§ ACTIVITY
Search the material below for the word "fabs". Copy every line that has it.

§ DATA TO USE

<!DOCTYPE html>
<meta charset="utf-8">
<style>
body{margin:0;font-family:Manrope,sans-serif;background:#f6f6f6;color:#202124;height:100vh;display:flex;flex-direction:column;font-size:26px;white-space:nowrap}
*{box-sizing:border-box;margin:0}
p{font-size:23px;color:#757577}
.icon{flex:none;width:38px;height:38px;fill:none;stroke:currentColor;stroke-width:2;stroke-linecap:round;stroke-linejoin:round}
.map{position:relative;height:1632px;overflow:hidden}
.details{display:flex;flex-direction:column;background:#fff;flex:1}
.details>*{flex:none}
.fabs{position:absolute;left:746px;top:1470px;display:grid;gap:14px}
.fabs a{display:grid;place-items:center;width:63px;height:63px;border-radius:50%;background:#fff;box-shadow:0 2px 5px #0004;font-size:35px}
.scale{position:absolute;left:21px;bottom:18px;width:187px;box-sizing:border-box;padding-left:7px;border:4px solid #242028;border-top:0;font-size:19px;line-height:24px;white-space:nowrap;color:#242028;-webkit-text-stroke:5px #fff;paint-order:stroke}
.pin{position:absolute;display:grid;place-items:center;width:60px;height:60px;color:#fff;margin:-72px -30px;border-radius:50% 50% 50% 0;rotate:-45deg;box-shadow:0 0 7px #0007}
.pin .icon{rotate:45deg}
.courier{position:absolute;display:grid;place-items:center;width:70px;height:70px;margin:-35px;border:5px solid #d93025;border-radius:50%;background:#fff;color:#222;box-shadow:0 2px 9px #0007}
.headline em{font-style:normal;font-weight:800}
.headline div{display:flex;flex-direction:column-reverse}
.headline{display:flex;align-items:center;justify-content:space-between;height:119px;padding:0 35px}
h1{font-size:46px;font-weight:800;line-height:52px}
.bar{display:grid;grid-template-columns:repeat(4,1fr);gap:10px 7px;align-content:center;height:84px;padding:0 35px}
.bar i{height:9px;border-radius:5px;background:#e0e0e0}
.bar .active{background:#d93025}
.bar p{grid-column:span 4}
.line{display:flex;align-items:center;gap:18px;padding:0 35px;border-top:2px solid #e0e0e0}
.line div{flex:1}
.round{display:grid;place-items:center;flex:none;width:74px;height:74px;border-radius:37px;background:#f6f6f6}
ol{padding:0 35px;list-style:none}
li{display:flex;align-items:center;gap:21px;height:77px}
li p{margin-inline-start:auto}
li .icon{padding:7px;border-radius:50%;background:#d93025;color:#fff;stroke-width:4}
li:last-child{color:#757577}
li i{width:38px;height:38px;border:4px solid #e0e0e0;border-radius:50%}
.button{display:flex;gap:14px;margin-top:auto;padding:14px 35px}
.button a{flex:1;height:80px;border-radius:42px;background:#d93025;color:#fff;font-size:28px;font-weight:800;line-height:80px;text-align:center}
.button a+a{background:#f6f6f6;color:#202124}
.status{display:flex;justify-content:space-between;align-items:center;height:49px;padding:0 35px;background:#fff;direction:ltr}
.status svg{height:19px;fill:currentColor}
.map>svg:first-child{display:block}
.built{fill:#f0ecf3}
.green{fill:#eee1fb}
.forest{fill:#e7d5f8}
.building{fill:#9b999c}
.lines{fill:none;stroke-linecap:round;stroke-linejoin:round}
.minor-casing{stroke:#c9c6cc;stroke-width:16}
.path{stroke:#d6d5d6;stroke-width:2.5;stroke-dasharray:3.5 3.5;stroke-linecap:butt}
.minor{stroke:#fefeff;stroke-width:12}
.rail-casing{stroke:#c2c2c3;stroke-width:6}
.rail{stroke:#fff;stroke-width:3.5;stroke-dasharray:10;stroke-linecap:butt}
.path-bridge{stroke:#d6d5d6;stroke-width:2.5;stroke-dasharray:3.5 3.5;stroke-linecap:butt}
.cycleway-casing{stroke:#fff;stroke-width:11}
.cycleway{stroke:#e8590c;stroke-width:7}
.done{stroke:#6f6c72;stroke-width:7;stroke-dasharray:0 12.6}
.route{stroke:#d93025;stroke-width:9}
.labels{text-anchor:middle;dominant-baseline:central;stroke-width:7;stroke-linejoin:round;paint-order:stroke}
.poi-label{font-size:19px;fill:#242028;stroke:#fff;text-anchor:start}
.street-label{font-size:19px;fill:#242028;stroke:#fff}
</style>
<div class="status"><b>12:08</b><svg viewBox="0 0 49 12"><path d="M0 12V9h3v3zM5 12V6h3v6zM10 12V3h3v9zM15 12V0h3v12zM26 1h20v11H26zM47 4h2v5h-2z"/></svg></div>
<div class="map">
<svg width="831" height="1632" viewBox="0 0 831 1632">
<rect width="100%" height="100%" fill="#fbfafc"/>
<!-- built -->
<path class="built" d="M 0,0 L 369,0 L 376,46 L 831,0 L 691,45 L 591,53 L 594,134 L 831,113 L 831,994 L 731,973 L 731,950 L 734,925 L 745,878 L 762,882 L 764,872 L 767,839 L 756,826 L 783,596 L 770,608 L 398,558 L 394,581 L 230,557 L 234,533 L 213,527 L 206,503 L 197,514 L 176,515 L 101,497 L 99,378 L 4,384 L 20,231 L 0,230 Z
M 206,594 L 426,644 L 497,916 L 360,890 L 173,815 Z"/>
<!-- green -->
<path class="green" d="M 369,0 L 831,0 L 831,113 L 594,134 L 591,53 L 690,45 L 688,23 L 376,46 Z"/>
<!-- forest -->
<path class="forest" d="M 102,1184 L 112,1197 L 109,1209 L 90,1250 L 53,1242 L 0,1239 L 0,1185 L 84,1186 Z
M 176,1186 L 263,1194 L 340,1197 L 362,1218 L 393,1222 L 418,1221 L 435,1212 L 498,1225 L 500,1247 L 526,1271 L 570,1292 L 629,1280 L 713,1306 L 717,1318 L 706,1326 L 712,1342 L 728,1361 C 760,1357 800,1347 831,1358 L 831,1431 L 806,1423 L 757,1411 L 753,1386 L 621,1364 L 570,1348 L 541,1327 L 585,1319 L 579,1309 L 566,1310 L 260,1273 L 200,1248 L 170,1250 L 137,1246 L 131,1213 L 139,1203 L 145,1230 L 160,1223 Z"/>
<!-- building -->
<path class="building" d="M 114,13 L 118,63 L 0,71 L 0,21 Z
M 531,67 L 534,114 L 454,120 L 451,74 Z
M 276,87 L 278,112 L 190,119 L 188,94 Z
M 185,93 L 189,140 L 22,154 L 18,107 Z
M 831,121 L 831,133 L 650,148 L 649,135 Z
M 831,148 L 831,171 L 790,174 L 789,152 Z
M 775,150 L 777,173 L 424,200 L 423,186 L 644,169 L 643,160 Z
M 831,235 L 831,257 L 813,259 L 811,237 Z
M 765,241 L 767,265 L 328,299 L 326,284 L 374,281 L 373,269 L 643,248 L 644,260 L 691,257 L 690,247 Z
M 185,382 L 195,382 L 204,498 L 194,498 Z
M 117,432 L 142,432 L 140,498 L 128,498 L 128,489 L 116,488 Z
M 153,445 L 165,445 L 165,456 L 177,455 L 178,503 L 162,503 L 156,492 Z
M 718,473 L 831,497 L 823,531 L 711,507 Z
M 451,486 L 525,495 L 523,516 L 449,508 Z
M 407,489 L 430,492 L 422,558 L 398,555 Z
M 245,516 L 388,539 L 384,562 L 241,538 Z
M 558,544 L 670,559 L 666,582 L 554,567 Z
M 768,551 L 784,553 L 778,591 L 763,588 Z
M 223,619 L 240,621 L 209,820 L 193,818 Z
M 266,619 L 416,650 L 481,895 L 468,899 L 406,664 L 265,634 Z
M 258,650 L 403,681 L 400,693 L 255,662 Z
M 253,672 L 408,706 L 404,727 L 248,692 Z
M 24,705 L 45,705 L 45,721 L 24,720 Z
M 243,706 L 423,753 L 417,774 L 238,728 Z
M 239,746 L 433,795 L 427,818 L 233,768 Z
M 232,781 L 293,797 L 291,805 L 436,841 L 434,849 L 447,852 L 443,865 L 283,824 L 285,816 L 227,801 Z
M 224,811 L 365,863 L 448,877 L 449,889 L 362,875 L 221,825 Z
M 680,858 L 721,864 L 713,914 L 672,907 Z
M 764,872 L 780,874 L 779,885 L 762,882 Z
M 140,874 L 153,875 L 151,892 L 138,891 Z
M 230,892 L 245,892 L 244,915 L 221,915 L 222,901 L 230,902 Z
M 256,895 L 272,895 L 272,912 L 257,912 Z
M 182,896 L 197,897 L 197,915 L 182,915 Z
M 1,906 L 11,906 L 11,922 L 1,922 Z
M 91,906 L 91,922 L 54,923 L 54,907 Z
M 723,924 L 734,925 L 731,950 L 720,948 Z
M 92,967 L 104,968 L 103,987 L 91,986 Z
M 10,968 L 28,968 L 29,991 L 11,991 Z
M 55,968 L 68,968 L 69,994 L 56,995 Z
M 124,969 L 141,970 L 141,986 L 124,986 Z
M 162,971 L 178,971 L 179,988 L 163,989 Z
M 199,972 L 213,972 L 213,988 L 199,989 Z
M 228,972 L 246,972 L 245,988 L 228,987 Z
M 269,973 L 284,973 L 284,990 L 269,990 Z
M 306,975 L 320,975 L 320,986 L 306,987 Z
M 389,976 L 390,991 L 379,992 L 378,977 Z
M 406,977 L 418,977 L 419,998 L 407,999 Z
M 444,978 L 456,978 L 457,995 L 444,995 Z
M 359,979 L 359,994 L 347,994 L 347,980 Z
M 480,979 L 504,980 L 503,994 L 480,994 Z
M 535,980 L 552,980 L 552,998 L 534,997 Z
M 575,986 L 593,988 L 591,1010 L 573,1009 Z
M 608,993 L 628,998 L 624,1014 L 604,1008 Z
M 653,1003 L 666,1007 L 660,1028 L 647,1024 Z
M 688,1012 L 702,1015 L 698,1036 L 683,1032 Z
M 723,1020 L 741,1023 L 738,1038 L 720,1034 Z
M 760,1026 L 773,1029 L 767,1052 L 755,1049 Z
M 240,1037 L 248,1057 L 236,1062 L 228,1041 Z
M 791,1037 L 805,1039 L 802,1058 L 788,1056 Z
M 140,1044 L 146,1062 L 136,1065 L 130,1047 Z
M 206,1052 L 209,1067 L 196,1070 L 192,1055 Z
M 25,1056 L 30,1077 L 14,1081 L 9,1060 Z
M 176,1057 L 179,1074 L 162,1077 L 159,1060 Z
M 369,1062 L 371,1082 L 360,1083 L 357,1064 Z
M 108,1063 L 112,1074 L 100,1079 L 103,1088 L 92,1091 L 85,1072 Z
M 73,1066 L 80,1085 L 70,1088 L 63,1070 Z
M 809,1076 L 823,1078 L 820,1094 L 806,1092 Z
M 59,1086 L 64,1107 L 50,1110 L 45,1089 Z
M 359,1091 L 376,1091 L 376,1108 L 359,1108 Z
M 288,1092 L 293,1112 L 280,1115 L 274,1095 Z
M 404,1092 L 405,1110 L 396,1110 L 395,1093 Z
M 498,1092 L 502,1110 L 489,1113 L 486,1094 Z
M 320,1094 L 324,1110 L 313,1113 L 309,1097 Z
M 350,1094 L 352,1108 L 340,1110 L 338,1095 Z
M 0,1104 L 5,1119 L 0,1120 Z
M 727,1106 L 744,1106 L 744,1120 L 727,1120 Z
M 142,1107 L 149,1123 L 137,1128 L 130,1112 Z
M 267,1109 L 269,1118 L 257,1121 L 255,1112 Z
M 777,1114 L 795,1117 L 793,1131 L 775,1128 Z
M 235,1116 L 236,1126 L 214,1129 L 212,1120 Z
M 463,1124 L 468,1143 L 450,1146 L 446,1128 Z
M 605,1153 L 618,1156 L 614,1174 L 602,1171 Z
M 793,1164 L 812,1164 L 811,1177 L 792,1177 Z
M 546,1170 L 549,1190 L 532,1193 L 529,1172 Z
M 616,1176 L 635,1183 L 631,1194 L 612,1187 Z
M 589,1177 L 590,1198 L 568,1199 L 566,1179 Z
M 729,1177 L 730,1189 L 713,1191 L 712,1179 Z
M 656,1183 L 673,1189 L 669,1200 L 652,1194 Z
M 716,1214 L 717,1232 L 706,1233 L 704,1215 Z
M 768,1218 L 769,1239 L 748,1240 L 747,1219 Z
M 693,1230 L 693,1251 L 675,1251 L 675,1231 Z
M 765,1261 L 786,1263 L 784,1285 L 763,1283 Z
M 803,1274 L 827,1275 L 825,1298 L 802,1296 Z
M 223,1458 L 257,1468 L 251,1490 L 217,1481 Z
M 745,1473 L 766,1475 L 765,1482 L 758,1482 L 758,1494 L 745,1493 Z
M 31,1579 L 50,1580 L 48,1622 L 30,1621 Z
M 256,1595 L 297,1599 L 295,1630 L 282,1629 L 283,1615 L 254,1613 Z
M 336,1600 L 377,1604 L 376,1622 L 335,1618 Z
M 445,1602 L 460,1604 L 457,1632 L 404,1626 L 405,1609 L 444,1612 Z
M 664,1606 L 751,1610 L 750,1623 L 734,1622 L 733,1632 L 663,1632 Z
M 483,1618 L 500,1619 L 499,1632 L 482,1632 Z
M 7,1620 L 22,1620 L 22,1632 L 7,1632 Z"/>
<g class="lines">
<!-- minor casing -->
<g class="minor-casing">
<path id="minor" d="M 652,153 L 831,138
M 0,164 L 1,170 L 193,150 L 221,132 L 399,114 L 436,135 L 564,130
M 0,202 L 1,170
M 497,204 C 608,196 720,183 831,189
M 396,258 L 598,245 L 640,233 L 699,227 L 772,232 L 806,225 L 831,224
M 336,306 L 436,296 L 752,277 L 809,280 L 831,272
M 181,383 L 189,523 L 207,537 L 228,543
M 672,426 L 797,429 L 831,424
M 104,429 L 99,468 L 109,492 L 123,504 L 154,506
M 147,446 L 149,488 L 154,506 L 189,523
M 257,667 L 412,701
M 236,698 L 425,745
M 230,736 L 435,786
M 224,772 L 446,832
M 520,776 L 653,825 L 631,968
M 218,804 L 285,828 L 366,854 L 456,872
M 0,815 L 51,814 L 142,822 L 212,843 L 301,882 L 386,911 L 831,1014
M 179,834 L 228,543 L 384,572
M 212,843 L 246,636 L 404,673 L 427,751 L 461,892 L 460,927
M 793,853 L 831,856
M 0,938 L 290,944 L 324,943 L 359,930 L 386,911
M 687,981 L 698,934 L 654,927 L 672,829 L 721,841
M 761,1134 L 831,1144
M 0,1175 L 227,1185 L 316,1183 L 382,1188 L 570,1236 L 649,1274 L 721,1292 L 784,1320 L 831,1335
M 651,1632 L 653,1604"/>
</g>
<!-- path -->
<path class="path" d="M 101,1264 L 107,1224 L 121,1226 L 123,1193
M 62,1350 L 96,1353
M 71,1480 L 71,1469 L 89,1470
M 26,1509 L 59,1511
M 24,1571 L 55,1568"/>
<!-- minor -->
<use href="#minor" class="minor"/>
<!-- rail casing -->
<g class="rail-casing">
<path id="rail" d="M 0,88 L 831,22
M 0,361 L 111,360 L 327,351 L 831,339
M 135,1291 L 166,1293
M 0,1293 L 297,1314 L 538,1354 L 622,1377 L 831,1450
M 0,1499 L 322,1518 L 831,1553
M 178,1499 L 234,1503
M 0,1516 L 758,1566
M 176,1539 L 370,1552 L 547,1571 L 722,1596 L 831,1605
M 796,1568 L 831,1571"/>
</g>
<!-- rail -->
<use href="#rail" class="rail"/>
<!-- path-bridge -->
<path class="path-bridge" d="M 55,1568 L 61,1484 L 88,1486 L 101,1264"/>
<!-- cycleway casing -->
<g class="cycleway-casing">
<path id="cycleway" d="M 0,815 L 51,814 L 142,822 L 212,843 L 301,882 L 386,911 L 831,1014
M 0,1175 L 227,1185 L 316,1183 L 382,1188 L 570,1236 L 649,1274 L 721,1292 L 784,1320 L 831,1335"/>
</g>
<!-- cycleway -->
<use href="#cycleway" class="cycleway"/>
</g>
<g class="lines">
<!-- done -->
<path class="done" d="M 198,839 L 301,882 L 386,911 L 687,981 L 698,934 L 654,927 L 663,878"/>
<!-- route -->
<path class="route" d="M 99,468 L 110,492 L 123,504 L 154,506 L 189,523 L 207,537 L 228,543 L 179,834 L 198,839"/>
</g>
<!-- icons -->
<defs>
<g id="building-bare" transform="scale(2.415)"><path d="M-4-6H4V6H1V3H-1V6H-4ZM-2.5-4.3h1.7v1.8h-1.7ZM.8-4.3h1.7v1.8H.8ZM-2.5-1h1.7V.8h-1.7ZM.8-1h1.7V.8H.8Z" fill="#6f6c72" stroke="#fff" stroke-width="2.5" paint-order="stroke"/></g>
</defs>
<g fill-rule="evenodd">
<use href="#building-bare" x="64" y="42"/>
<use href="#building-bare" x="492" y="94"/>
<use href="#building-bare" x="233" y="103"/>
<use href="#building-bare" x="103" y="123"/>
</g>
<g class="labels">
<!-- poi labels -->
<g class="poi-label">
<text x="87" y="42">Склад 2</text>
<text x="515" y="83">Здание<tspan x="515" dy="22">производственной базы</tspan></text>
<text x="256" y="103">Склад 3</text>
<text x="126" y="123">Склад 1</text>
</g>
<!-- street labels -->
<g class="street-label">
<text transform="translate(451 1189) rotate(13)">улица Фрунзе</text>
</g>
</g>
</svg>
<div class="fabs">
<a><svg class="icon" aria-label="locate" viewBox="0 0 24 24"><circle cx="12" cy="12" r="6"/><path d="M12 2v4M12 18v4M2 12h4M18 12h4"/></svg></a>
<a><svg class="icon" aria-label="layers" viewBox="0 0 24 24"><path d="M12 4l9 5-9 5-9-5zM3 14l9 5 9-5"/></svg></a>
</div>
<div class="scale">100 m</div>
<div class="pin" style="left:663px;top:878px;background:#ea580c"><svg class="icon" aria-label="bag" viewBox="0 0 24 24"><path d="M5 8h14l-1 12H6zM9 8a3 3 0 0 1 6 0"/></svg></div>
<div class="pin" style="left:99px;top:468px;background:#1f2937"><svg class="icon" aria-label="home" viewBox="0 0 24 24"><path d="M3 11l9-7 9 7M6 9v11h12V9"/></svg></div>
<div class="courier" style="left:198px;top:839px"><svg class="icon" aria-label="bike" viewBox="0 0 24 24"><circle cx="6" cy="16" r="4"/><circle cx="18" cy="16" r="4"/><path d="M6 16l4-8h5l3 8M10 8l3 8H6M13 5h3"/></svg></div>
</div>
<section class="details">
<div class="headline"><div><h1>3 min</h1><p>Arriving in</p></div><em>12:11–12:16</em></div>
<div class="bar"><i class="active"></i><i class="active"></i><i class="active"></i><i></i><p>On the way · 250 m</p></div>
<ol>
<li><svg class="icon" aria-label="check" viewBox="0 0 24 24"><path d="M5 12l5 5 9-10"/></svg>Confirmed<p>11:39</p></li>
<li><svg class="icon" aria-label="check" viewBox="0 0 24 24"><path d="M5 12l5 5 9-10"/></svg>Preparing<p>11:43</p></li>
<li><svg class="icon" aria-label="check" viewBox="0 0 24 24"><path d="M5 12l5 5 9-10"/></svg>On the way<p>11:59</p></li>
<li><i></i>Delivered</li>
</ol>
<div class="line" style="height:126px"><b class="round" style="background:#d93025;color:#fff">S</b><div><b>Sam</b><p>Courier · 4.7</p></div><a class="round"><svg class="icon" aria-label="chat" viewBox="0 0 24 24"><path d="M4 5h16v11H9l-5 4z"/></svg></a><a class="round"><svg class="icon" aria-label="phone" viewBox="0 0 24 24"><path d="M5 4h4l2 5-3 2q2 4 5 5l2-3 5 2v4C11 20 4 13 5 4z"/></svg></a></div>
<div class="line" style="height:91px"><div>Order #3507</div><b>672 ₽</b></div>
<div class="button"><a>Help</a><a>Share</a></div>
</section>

§ ANSWER FOR THE TASK
.fabs{position:absolute;left:746px;top:1470px;display:grid;gap:14px}
.fabs a{display:grid;place-items:center;width:63px;height:63px;border-radius:50%;background:#fff;box-shadow:0 2px 5px #0004;font-size:35px}
<div class="fabs">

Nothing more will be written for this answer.